Or, dans les relations avec l'autre, être et avoir conduit au conflit. Combattre pour être et avoir, c'est exister. Mais exister suppose l'existence de l'autre, car il est la base de ma définition de moi-même. Sans l'autre, je n'ai pas d'identité. Mais si je m'identifie totalement à l'autre, si ce que je suis et ce que j'ai sont totalement ce qu'est et ce qu'a l'autre, alors mon identité n'est tout simplement pas.
Penser l'altérité, c'est aussi penser l'identité. Si je combats impitoyablement, inversement, l'autre, et vise à le détruire, je ne suis pas non plus, car son existence même - passée, présente et future - constitue le préalable de ma propre existence. Si je détruis l'être et l'avoir de l'autre, je me détruis aussi, et pourtant dans l'entreprise de mon identification propre, je peux passer toute mon existence à tenter de détruire totalement l'autre. Et paradoxalement, si j'y parviens, je me détruis moi-même puisque une partie au moins de mon être et de mon avoir vient de son existence physique ou morale.
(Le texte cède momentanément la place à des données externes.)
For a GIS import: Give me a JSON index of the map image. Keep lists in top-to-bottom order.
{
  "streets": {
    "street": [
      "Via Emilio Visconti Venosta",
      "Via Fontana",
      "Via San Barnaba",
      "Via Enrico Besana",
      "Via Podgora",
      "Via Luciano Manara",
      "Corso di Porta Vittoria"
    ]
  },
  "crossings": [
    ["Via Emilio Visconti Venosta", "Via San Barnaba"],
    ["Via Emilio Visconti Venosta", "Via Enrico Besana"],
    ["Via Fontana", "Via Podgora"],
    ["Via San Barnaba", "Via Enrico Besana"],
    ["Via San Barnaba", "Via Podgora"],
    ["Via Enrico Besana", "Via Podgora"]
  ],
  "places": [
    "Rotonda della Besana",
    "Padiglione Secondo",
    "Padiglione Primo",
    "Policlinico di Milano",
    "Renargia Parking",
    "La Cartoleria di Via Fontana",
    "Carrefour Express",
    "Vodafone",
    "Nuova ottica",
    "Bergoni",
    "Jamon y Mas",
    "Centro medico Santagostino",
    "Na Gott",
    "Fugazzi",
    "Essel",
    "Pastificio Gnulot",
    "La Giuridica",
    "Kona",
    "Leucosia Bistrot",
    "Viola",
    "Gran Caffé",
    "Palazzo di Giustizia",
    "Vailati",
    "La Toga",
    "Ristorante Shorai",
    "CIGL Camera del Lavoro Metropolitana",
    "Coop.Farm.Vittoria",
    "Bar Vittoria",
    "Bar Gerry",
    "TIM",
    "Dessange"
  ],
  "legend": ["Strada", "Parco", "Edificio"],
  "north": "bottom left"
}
Cela parait abstrait, mais il suffit de remplacer "autre" par "père", "mère", "frère", "ami", "compagnon" ou "compagne" pour se rendre compte du concret de la chose. On peut penser aussi que les réflexions qui précèdent "poussent le bouchon un peu loin", mais c'est ce qui se passe effectivement, dès la première étincelle de conscience, si l'on en croit les acquis de la psychologie et de la psychanalyse.
Bien des philosophes, DESCARTES, KANT, HEGEL, RENOUVIER, SCHELER, HEIDEGGER, SARTRE, LEVINAS, RICOEUR, comme FENELON, MERLEAU-PONTY et bien d'autres ont écrit sur l'altérité. D'une manière ou d'une autre, ils ont tenté de cerner ce qui faisait l'altérité et l'identité.
Et même si tous n'ont pas relié cette notion au conflit, du moins directement, les implications d'une grande partie de leur philosophie y mènent. Le propos de ce qui précède n'est maladroitement qu'une énième tentative de le faire.